Do you have to answer police questions regarding your identification?

Generally, the police have the right to ask you questions, whether you are being arrested or not. In some situations you have the right to remain silent, but in other instances refusing to answer and provide information will not be to your advantage In almost all situations it is wise to co-operate and in some you have no choice.  Make sure that you know when you have to answer and when you may remain silent.

Situations where you have provide information about your identity.

When you are driving

You should always answer questions when you are driving any sort of vehicle. Refusing to answer questions may lead to the police imposing a fine on you, or they may serve you with a Court Attendance Notice.
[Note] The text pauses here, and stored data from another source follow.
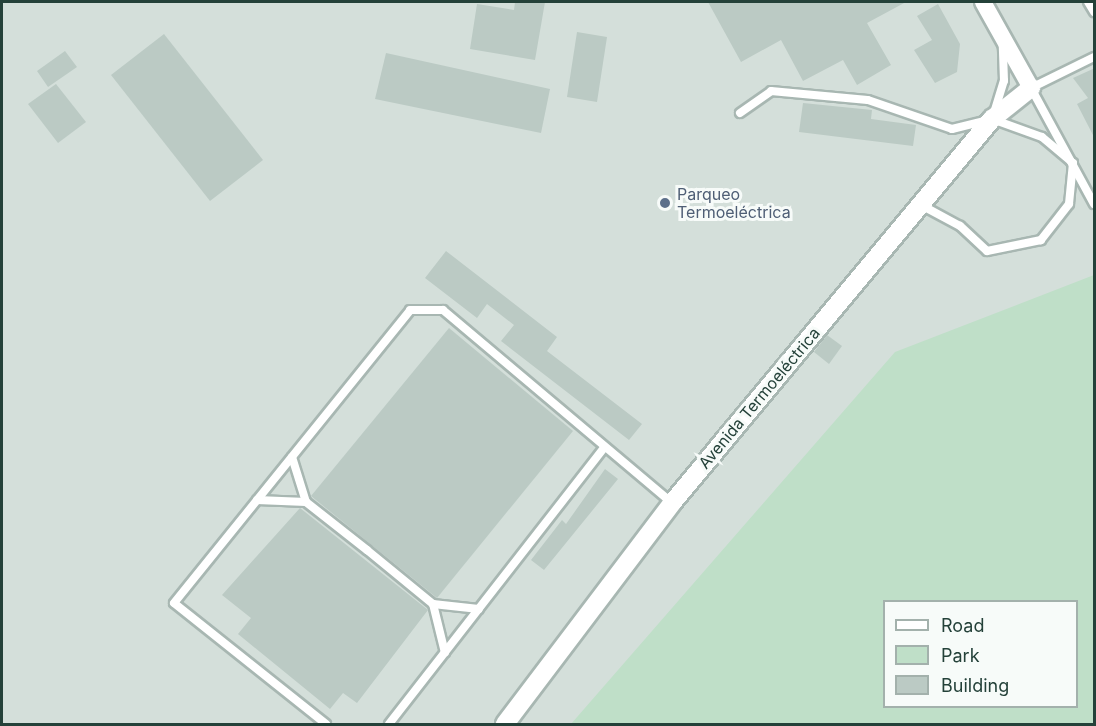 <!DOCTYPE html>
<html>
<head>
<meta charset="utf-8">
<style>
  body { margin:0 }
  #map { position:relative; width:1096px; height:726px; overflow:hidden; background:#e6efeb; font-family:Inter,sans-serif }
  div>[style] { position:absolute }
  .built>* { inset:0; background:#d4dfda }
  .green>* { inset:0; background:#bfdfc8 }
  .building>* { inset:0; background:#bbcac4 }
  .roads { filter:drop-shadow(2px 0 #a8b7b2) drop-shadow(-2px 0 #a8b7b2) drop-shadow(0 2px #a8b7b2) drop-shadow(0 -2px #a8b7b2) }
  .service>* { height:8px; margin:-4px; padding:0 4px; transform-origin:4px; border-radius:4px; background:#fff }
  .minor>* { height:16px; margin:-8px; padding:0 8px; transform-origin:8px; border-radius:8px; background:#fff }
  .secondary>* { height:18px; margin:-9px; padding:0 9px; transform-origin:9px; border-radius:9px; background:#fff }
  .dots>* { width:16px; height:16px; translate:-50% -50%; box-sizing:border-box; border:3px solid #f7fbf9; border-radius:50% }
  span { translate:-50% -50%; white-space:nowrap; text-align:center; line-height:1.15; -webkit-text-stroke:6px #f7fbf9; paint-order:stroke }
  .service-label { font-size:16px; color:#4e5e75 }
  .left { translate:0 -50%; text-align:left }
  .street-label { font-size:16px; color:#244139 }
  .frame { position:absolute; inset:0; border:3px solid #244139; pointer-events:none }
  .legend { position:absolute; left:883px; top:600px; width:195px; height:108px; box-sizing:border-box; background:#f7fbf9; border:2px solid #a3b1ac; margin:0; padding:8px 10px; list-style:none; font-size:18px; color:#244139 }
  .legend li { display:flex; align-items:center; gap:12px; height:30px }
  .legend b { width:30px; border:2px solid #a3b1ac }
</style>
</head>
<body>
<div id="map">
  <div class="built">
    <i style="clip-path:polygon(evenodd,2px 2px,1094px 2px,1094px 724px,2px 724px,2px 2px,884px 602px,1076px 602px,1076px 706px,884px 706px,884px 602px)"></i>
  </div>
  <div class="green">
    <i style="clip-path:polygon(evenodd,1094px 275px,1094px 724px,571px 724px,895px 352px,1094px 275px,884px 602px,1076px 602px,1076px 706px,884px 706px,884px 602px)"></i>
  </div>
  <div class="building">
    <i style="clip-path:polygon(515px 2px,545px 2px,535px 60px,470px 49px,477px 4px,514px 10px)"></i>
    <i style="clip-path:polygon(708px 2px,906px 2px,867px 23px,891px 65px,857px 85px,843px 60px,803px 81px,781px 40px,741px 62px)"></i>
    <i style="clip-path:polygon(938px 4px,960px 44px,957px 72px,935px 83px,914px 50px,932px 40px,917px 16px)"></i>
    <i style="clip-path:polygon(577px 32px,607px 37px,597px 102px,567px 97px)"></i>
    <i style="clip-path:polygon(164px 34px,263px 160px,210px 201px,111px 75px)"></i>
    <i style="clip-path:polygon(65px 51px,77px 67px,48px 87px,37px 71px)"></i>
    <i style="clip-path:polygon(386px 53px,550px 89px,541px 133px,375px 99px)"></i>
    <i style="clip-path:polygon(1095px 68px,1095px 139px,1077px 104px,1088px 98px,1073px 78px)"></i>
    <i style="clip-path:polygon(56px 84px,86px 122px,58px 143px,28px 104px)"></i>
    <i style="clip-path:polygon(803px 103px,872px 110px,871px 119px,916px 125px,913px 146px,799px 132px)"></i>
    <i style="clip-path:polygon(446px 251px,557px 337px,547px 351px,642px 424px,629px 440px,501px 341px,514px 325px,487px 304px,477px 318px,425px 278px)"></i>
    <i style="clip-path:polygon(449px 328px,573px 431px,437px 598px,311px 496px)"></i>
    <i style="clip-path:polygon(827px 335px,842px 346px,829px 364px,814px 352px)"></i>
    <i style="clip-path:polygon(605px 469px,618px 479px,544px 570px,531px 560px,562px 520px,566px 524px)"></i>
    <i style="clip-path:polygon(300px 508px,428px 610px,357px 703px,343px 693px,330px 709px,238px 634px,251px 618px,222px 595px)"></i>
  </div>
  <div class="roads">
    <div class="service">
      <i style="left:1088px;top:2px;width:12px;rotate:59deg"></i>
      <i style="left:1094px;top:57px;width:70px;rotate:153.8deg"></i>
      <i style="left:1031px;top:88px;width:132px;rotate:61.5deg"></i>
      <i style="left:740px;top:113px;width:38px;rotate:-35deg"></i>
      <i style="left:771px;top:91px;width:97px;rotate:5.3deg"></i>
      <i style="left:868px;top:100px;width:89px;rotate:19deg"></i>
      <i style="left:952px;top:129px;width:41px;rotate:-14deg"></i>
      <i style="left:992px;top:119px;width:53px;rotate:19.8deg"></i>
      <i style="left:1042px;top:137px;width:40px;rotate:40deg"></i>
      <i style="left:1073px;top:163px;width:41px;rotate:95.6deg"></i>
      <i style="left:1069px;top:204px;width:46px;rotate:127.9deg"></i>
      <i style="left:1041px;top:240px;width:55px;rotate:168.5deg"></i>
      <i style="left:987px;top:251px;width:37px;rotate:-137deg"></i>
      <i style="left:960px;top:226px;width:44px;rotate:-151.7deg"></i>
      <i style="left:994px;top:113px;width:34px;rotate:-73deg"></i>
      <i style="left:1004px;top:81px;width:35px;rotate:-92deg"></i>
      <i style="left:292px;top:457px;width:47px;rotate:72.7deg"></i>
      <i style="left:257px;top:500px;width:49px;rotate:2.3deg"></i>
      <i style="left:306px;top:502px;width:78px;rotate:38.2deg"></i>
      <i style="left:367px;top:550px;width:85px;rotate:39.3deg"></i>
      <i style="left:433px;top:604px;width:50px;rotate:76.2deg"></i>
      <i style="left:433px;top:604px;width:46px;rotate:6.2deg"></i>
      <i style="left:326px;top:724px;width:194px;rotate:-141.5deg"></i>
      <i style="left:174px;top:603px;width:376px;rotate:-51.1deg"></i>
      <i style="left:410px;top:310px;width:33px"></i>
      <i style="left:443px;top:310px;width:299px;rotate:40.1deg"></i>
      <i style="left:389px;top:724px;width:351px;rotate:-52.1deg"></i>
    </div>
    <div class="minor">
      <i style="left:983px;top:2px;width:98px;rotate:60.8deg"></i>
    </div>
    <div class="secondary">
      <i style="left:505px;top:724px;width:277px;rotate:-52.9deg"></i>
      <i style="left:672px;top:503px;width:500px;rotate:-50.2deg"></i>
      <i style="left:992px;top:119px;width:50px;rotate:-38.5deg"></i>
    </div>
  </div>
  <div class="dots">
    <i style="left:665px;top:203px;background:#5c6f8a"></i>
  </div>
  <div class="service-label">
    <span class="left" style="left:677px;top:203px">Parqueo<br>Termoeléctrica</span>
  </div>
  <div class="street-label">
    <span style="left:759px;top:398px;rotate:-50deg">Avenida Termoeléctrica</span>
  </div>
  <div class="frame"></div>
  <ul class="legend">
  <li><b style="height:8px;background:#fff"></b>Road</li>
  <li><b style="height:16px;background:#bfdfc8"></b>Park</li>
  <li><b style="height:16px;background:#bbcac4"></b>Building</li>
  </ul>
</div>
</body>
</html>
When requested you have to provide your name and address as well as your driver’s licence.

When you are accompanying a learner driver

You have to provide the same information as if you were driving.
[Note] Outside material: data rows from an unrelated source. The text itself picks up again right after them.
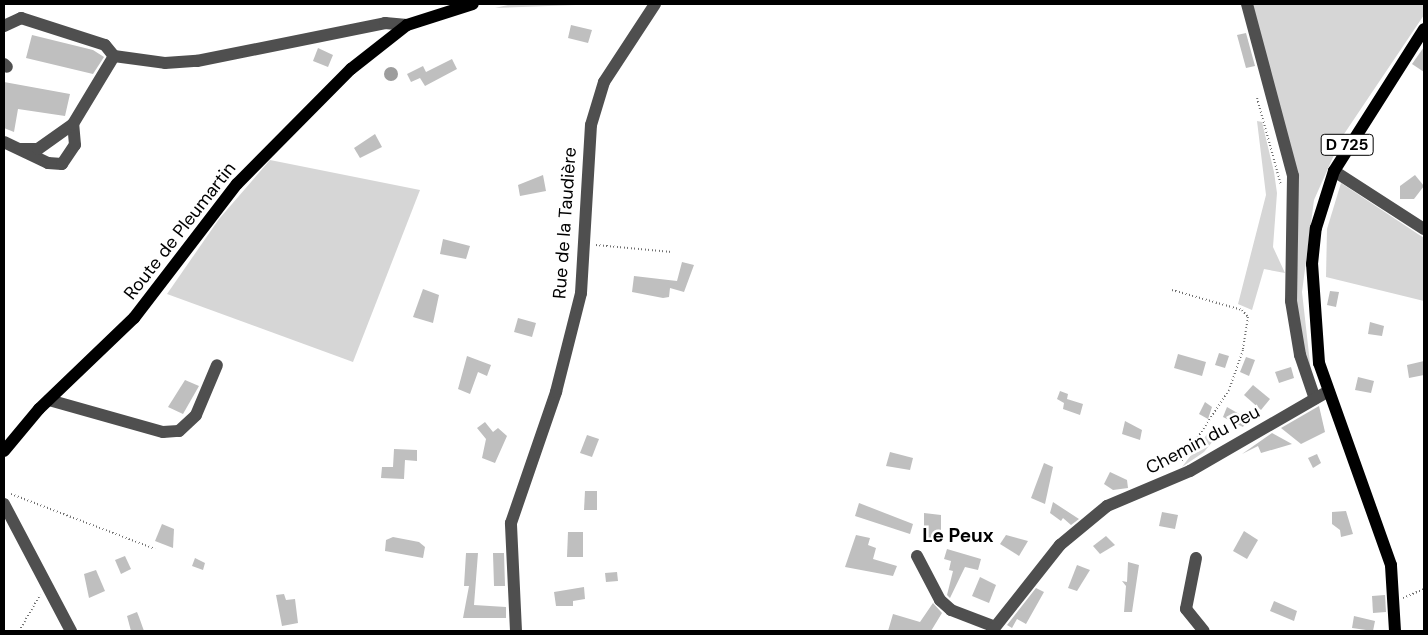 <!DOCTYPE html>
<html>
<head>
<meta charset="utf-8">
<style>
  body { margin:0 }
  #map { position:relative; width:1428px; height:635px; overflow:hidden; background:#fff; font-family:"DM Sans",sans-serif }
  div>[style] { position:absolute }
  .green>* { inset:0; background:#d6d6d6 }
  .water>* { inset:0; background:#9d9d9d }
  .round { border-radius:50% }
  .building>* { inset:0; background:#bfbfbf }
  .path>* { height:2px; margin-top:-1px; transform-origin:0; background:repeating-linear-gradient(90deg,#717171 0 1px,transparent 0 3.5px) }
  .minor>* { height:12px; margin:-6px; padding:0 6px; transform-origin:6px; border-radius:6px; background:#4f4f4f }
  .major>* { height:12px; margin:-6px; padding:0 6px; transform-origin:6px; border-radius:6px; background:#000 }
  span { translate:-50% -50%; white-space:nowrap; text-align:center; line-height:1.15; -webkit-text-stroke:5px #fff; paint-order:stroke }
  .shield-label span { padding:1px 4px; background:#fff; border:1px solid; border-radius:4px; -webkit-text-stroke-width:0 }
  .shield-label { font-size:16px; color:#000; font-weight:700 }
  .street-label { font-size:18px; color:#000 }
  .neighbourhood-label { font-size:19px; color:#000; font-weight:700 }
  .frame { position:absolute; inset:0; border:5px solid #000; pointer-events:none }
</style>
</head>
<body>
<div id="map">
  <div class="green">
    <div style="clip-path:polygon(512px 4px,603px 4px,495px 8px)"></div>
    <div style="clip-path:polygon(1252px 4px,1424px 4px,1424px 15px,1342px 137px,1314px 200px,1302px 292px,1312px 381px,1296px 314px,1298px 214px)"></div>
    <div style="clip-path:polygon(1257px 121px,1262px 122px,1274px 172px,1277px 193px,1273px 247px,1285px 273px,1264px 269px,1252px 310px,1238px 304px,1266px 195px)"></div>
    <div style="clip-path:polygon(270px 160px,420px 190px,353px 362px,167px 294px,219px 219px)"></div>
    <div style="clip-path:polygon(1341px 183px,1424px 238px,1424px 301px,1326px 277px,1327px 229px)"></div>
    <div style="clip-path:polygon(1214px 425px,1222px 430px,1204px 452px,1182px 467px)"></div>
  </div>
  <div class="water">
    <div class="round" style="left:384px;top:67px;width:14px;height:14px"></div>
  </div>
  <div class="building">
    <div style="clip-path:polygon(571px 25px,592px 30px,588px 43px,568px 38px)"></div>
    <div style="clip-path:polygon(1246px 33px,1255px 66px,1246px 68px,1237px 35px)"></div>
    <div style="clip-path:polygon(32px 35px,93px 50px,104px 57px,93px 74px,26px 58px)"></div>
    <div style="clip-path:polygon(1424px 47px,1424px 72px,1412px 64px)"></div>
    <div style="clip-path:polygon(318px 48px,333px 55px,328px 67px,313px 61px)"></div>
    <div style="clip-path:polygon(452px 59px,457px 69px,425px 86px,420px 78px,411px 82px,407px 74px,423px 66px,426px 72px)"></div>
    <div style="clip-path:polygon(4px 82px,70px 94px,65px 116px,18px 109px,14px 132px,4px 128px)"></div>
    <div style="clip-path:polygon(375px 134px,382px 147px,360px 158px,354px 148px)"></div>
    <div style="clip-path:polygon(543px 175px,546px 191px,520px 196px,518px 185px)"></div>
    <div style="clip-path:polygon(1415px 175px,1424px 186px,1414px 199px,1400px 199px,1400px 186px)"></div>
    <div style="clip-path:polygon(443px 239px,470px 246px,466px 259px,440px 254px)"></div>
    <div style="clip-path:polygon(682px 262px,694px 265px,684px 292px,670px 288px,669px 297px,663px 298px,632px 292px,634px 276px,677px 281px)"></div>
    <div style="clip-path:polygon(423px 289px,439px 295px,433px 323px,413px 317px)"></div>
    <div style="clip-path:polygon(1330px 291px,1339px 292px,1336px 307px,1327px 305px)"></div>
    <div style="clip-path:polygon(518px 318px,536px 323px,532px 337px,514px 332px)"></div>
    <div style="clip-path:polygon(1370px 322px,1384px 326px,1382px 336px,1368px 334px)"></div>
    <div style="clip-path:polygon(1219px 353px,1229px 356px,1225px 368px,1215px 365px)"></div>
    <div style="clip-path:polygon(1178px 354px,1206px 362px,1202px 376px,1174px 368px)"></div>
    <div style="clip-path:polygon(467px 356px,491px 365px,487px 376px,478px 372px,470px 394px,458px 389px)"></div>
    <div style="clip-path:polygon(1246px 357px,1255px 360px,1249px 376px,1240px 372px)"></div>
    <div style="clip-path:polygon(1424px 361px,1424px 375px,1409px 378px,1407px 365px)"></div>
    <div style="clip-path:polygon(1291px 367px,1294px 378px,1279px 383px,1275px 372px)"></div>
    <div style="clip-path:polygon(1358px 377px,1374px 381px,1371px 393px,1355px 390px)"></div>
    <div style="clip-path:polygon(185px 380px,199px 386px,183px 414px,168px 407px)"></div>
    <div style="clip-path:polygon(1253px 385px,1270px 399px,1261px 410px,1244px 395px)"></div>
    <div style="clip-path:polygon(1060px 391px,1068px 394px,1067px 399px,1083px 404px,1080px 415px,1063px 409px,1064px 403px,1057px 399px)"></div>
    <div style="clip-path:polygon(1205px 402px,1212px 407px,1208px 419px,1199px 414px)"></div>
    <div style="clip-path:polygon(1319px 406px,1325px 432px,1301px 444px,1281px 428px)"></div>
    <div style="clip-path:polygon(1227px 407px,1248px 419px,1243px 427px,1223px 417px)"></div>
    <div style="clip-path:polygon(1125px 421px,1142px 430px,1140px 440px,1122px 434px)"></div>
    <div style="clip-path:polygon(485px 422px,493px 432px,498px 428px,507px 436px,495px 463px,482px 458px,486px 439px,477px 428px)"></div>
    <div style="clip-path:polygon(1272px 433px,1292px 444px,1261px 453px,1258px 446px,1242px 454px)"></div>
    <div style="clip-path:polygon(587px 435px,599px 439px,592px 457px,580px 453px)"></div>
    <div style="clip-path:polygon(394px 449px,417px 450px,417px 461px,405px 460px,404px 479px,381px 478px,382px 467px,393px 467px)"></div>
    <div style="clip-path:polygon(890px 452px,913px 458px,910px 470px,886px 466px)"></div>
    <div style="clip-path:polygon(1317px 454px,1321px 463px,1313px 468px,1308px 458px)"></div>
    <div style="clip-path:polygon(1044px 463px,1053px 467px,1045px 504px,1031px 498px)"></div>
    <div style="clip-path:polygon(1110px 472px,1127px 480px,1128px 488px,1113px 490px,1104px 484px)"></div>
    <div style="clip-path:polygon(585px 491px,597px 491px,597px 510px,584px 510px)"></div>
    <div style="clip-path:polygon(1053px 502px,1056px 504px,1079px 519px,1071px 525px,1063px 518px,1061px 521px,1050px 513px)"></div>
    <div style="clip-path:polygon(859px 503px,913px 524px,910px 534px,855px 516px)"></div>
    <div style="clip-path:polygon(1346px 511px,1353px 534px,1341px 537px,1340px 530px,1332px 524px,1332px 512px)"></div>
    <div style="clip-path:polygon(1162px 512px,1178px 515px,1175px 529px,1159px 526px)"></div>
    <div style="clip-path:polygon(924px 513px,941px 515px,941px 540px,924px 543px)"></div>
    <div style="clip-path:polygon(162px 524px,174px 529px,173px 548px,155px 541px)"></div>
    <div style="clip-path:polygon(1244px 531px,1258px 540px,1247px 559px,1233px 551px)"></div>
    <div style="clip-path:polygon(568px 532px,583px 532px,583px 557px,567px 557px)"></div>
    <div style="clip-path:polygon(856px 535px,870px 538px,868px 545px,876px 548px,873px 559px,897px 566px,893px 576px,845px 567px)"></div>
    <div style="clip-path:polygon(1006px 535px,1028px 541px,1019px 556px,1000px 544px)"></div>
    <div style="clip-path:polygon(1106px 536px,1115px 545px,1100px 554px,1093px 546px)"></div>
    <div style="clip-path:polygon(393px 537px,419px 542px,425px 547px,423px 558px,385px 551px,386px 540px)"></div>
    <div style="clip-path:polygon(947px 549px,981px 559px,978px 570px,965px 567px,950px 598px,947px 595px,953px 571px,949px 570px,951px 561px,944px 559px)"></div>
    <div style="clip-path:polygon(466px 553px,478px 553px,474px 605px,506px 607px,506px 618px,463px 618px,469px 586px,464px 586px)"></div>
    <div style="clip-path:polygon(493px 553px,504px 553px,505px 586px,494px 586px)"></div>
    <div style="clip-path:polygon(125px 556px,131px 569px,121px 574px,115px 560px)"></div>
    <div style="clip-path:polygon(195px 558px,205px 563px,203px 570px,192px 566px)"></div>
    <div style="clip-path:polygon(1128px 562px,1139px 565px,1132px 612px,1124px 612px,1126px 586px,1122px 581px,1127px 582px)"></div>
    <div style="clip-path:polygon(1077px 565px,1090px 570px,1077px 591px,1068px 588px)"></div>
    <div style="clip-path:polygon(96px 570px,105px 591px,89px 598px,84px 574px)"></div>
    <div style="clip-path:polygon(617px 572px,618px 581px,606px 582px,605px 573px)"></div>
    <div style="clip-path:polygon(980px 577px,996px 585px,989px 603px,972px 596px)"></div>
    <div style="clip-path:polygon(584px 587px,585px 599px,573px 601px,573px 606px,556px 606px,554px 592px)"></div>
    <div style="clip-path:polygon(1036px 588px,1044px 592px,1026px 624px,1017px 619px,1012px 628px,1007px 625px)"></div>
    <div style="clip-path:polygon(284px 594px,286px 600px,295px 599px,298px 623px,282px 626px,276px 595px)"></div>
    <div style="clip-path:polygon(1385px 595px,1386px 612px,1373px 613px,1372px 596px)"></div>
    <div style="clip-path:polygon(1274px 601px,1297px 611px,1294px 621px,1270px 611px)"></div>
    <div style="clip-path:polygon(933px 603px,942px 613px,931px 631px,888px 631px,893px 614px,920px 622px)"></div>
    <div style="clip-path:polygon(137px 612px,139px 617px,144px 631px,131px 631px,127px 616px)"></div>
    <div style="clip-path:polygon(1354px 616px,1375px 621px,1373px 631px,1352px 628px)"></div>
  </div>
  <div class="path">
    <div style="left:1257px;top:98px;width:90px;rotate:74.6deg"></div>
    <div style="left:596px;top:245px;width:76px;rotate:5.3deg"></div>
    <div style="left:1172px;top:290px;width:73px;rotate:15.9deg"></div>
    <div style="left:1242px;top:310px;width:9px;rotate:49deg"></div>
    <div style="left:1248px;top:317px;width:33px;rotate:99deg"></div>
    <div style="left:1243px;top:350px;width:42px;rotate:109.3deg"></div>
    <div style="left:1229px;top:390px;width:85px;rotate:123.5deg"></div>
    <div style="left:11px;top:494px;width:154px;rotate:20.9deg"></div>
    <div style="left:1403px;top:598px;width:23px;rotate:-23deg"></div>
    <div style="left:19px;top:631px;width:42px;rotate:-59.7deg"></div>
  </div>
  <div class="minor">
    <div style="left:1247px;top:4px;width:178px;rotate:75deg"></div>
    <div style="left:1293px;top:176px;width:125px;rotate:90.9deg"></div>
    <div style="left:1291px;top:301px;width:55px;rotate:80.5deg"></div>
    <div style="left:1300px;top:355px;width:46px;rotate:71.2deg"></div>
    <div style="left:4px;top:26px;width:19px;rotate:-25deg"></div>
    <div style="left:21px;top:18px;width:88px;rotate:17.8deg"></div>
    <div style="left:105px;top:45px;width:14px;rotate:51deg"></div>
    <div style="left:4px;top:64px;width:4px;rotate:45deg"></div>
    <div style="left:4px;top:142px;width:49px;rotate:25.5deg"></div>
    <div style="left:48px;top:163px;width:14px;rotate:4deg"></div>
    <div style="left:62px;top:164px;width:23px;rotate:-56deg"></div>
    <div style="left:75px;top:145px;width:21px;rotate:-95deg"></div>
    <div style="left:20px;top:149px;width:18px"></div>
    <div style="left:38px;top:149px;width:43px;rotate:-35.5deg"></div>
    <div style="left:73px;top:124px;width:79px;rotate:-58.9deg"></div>
    <div style="left:114px;top:56px;width:51px;rotate:7.8deg"></div>
    <div style="left:165px;top:63px;width:32px;rotate:-4deg"></div>
    <div style="left:197px;top:61px;width:192px;rotate:-11.4deg"></div>
    <div style="left:385px;top:23px;width:22px;rotate:5deg"></div>
    <div style="left:1334px;top:171px;width:107px;rotate:32.8deg"></div>
    <div style="left:49px;top:400px;width:118px;rotate:15.7deg"></div>
    <div style="left:163px;top:432px;width:16px;rotate:-4deg"></div>
    <div style="left:179px;top:431px;width:23px;rotate:-43deg"></div>
    <div style="left:196px;top:415px;width:54px;rotate:-67.2deg"></div>
    <div style="left:4px;top:504px;width:144px;rotate:62.2deg"></div>
    <div style="left:917px;top:556px;width:50px;rotate:62.4deg"></div>
    <div style="left:940px;top:600px;width:15px;rotate:42deg"></div>
    <div style="left:951px;top:610px;width:45px;rotate:20.9deg"></div>
    <div style="left:1196px;top:558px;width:52px;rotate:101.1deg"></div>
    <div style="left:1186px;top:609px;width:28px;rotate:51deg"></div>
    <div style="left:516px;top:631px;width:108px;rotate:-92.7deg"></div>
    <div style="left:511px;top:523px;width:139px;rotate:-71deg"></div>
    <div style="left:556px;top:392px;width:102px;rotate:-75.8deg"></div>
    <div style="left:581px;top:293px;width:168px;rotate:-86.6deg"></div>
    <div style="left:591px;top:125px;width:45px;rotate:-73.2deg"></div>
    <div style="left:604px;top:82px;width:93px;rotate:-56.8deg"></div>
    <div style="left:992px;top:631px;width:110px;rotate:-51.7deg"></div>
    <div style="left:1060px;top:545px;width:61px;rotate:-39.7deg"></div>
    <div style="left:1107px;top:506px;width:90px;rotate:-22.9deg"></div>
    <div style="left:1190px;top:471px;width:158px;rotate:-30deg"></div>
  </div>
  <div class="major">
    <div style="left:4px;top:451px;width:55px;rotate:-50.2deg"></div>
    <div style="left:39px;top:409px;width:132px;rotate:-43.8deg"></div>
    <div style="left:134px;top:318px;width:169px;rotate:-52.5deg"></div>
    <div style="left:237px;top:184px;width:162px;rotate:-45.3deg"></div>
    <div style="left:351px;top:69px;width:71px;rotate:-38.2deg"></div>
    <div style="left:407px;top:25px;width:69px;rotate:-17.7deg"></div>
    <div style="left:1395px;top:631px;width:66px;rotate:-93.5deg"></div>
    <div style="left:1391px;top:565px;width:214px;rotate:-109.6deg"></div>
    <div style="left:1319px;top:363px;width:99px;rotate:-94deg"></div>
    <div style="left:1312px;top:264px;width:36px;rotate:-84deg"></div>
    <div style="left:1316px;top:228px;width:60px;rotate:-72.5deg"></div>
    <div style="left:1334px;top:171px;width:168px;rotate:-57.6deg"></div>
  </div>
  <div class="shield-label">
    <span style="left:1347px;top:145px">D 725</span>
  </div>
  <div class="street-label">
    <span style="left:565px;top:223px;rotate:-86deg">Rue de la Taudière</span>
    <span style="left:180px;top:231px;rotate:-52deg">Route de Pleumartin</span>
    <span style="left:1203px;top:440px;rotate:-28deg">Chemin du Peu</span>
  </div>
  <div class="neighbourhood-label">
    <span style="left:958px;top:536px">Le Peux</span>
  </div>
  <div class="frame"></div>
</div>
</body>
</html>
If you were involved in a traffic accident

You have to give your name and address to the other driver involved in the accident, and to the police. You must also provide other details about the accident to the police.

If a vehicle that you own, or is the responsible person for, was allegedly involved in a traffic offence.

You have to provide the name and address of the driver who allegedly committed the offence to the police.

If you are the owner, driver or passenger in a vehicle suspected of being used for a serious offence, you must provide your name and address, and those of the others, to the police.

Other than in situations relating to driving, you also have to answer police questions regarding your identification in the following situations:

  • On railway property the police are allowed to ask persons for identification if they have a reasonable suspicion that such a person, or persons, have committed an offence, or is about to commit an offence. You have to comply with the request and provide information regarding your identity.
  • If you are consuming, or carrying, alcohol in a public place, and the police suspect that you are under 18 yrs old. They may request proof of your date of birth.
  • In a public disorder situation, if you are in a target area, and the police suspect that you may be involved, or become involved, in large scale public disorder, you have to answer police questions regarding your identity whilst they are executing their emergency public disorder powers.
  • If the police suspect that you have an Apprehended Violence Order against you, you have to disclose your identity when requested to do so.

The police can give you a move along direction if you are in a public space and they have reason to believe that you are obstructing another person, or traffic; or that you are harassing/intimidating another person; or that you are illegally involved in supplying or obtaining prohibited drugs. If your identity is unknown to the police, they may request identification and you have to inform them of your identity. The same applies if you are intoxicated in a public place and the police tell you to leave the area.

If the police tell you that you have to answer a question, then you should do so. You may ask the police if the law requires you to answer; if the answer is yes, you must answer. Generally you have to provide your name, address and date of birth. If you refuse to answer you may be charged with an offence for refusing. If you are a suspect in an offence the police must caution you, before interviewing you regarding the offence, and inform you of your right to remain silent.

Disclaimer : This article is just a summary of the subject matter being discussed and should not be regarded as a comprehensive legal advice for you to defend yourself alone. If you are charged with criminal offences, it is recommended that you seek legal assistance from criminal lawyers.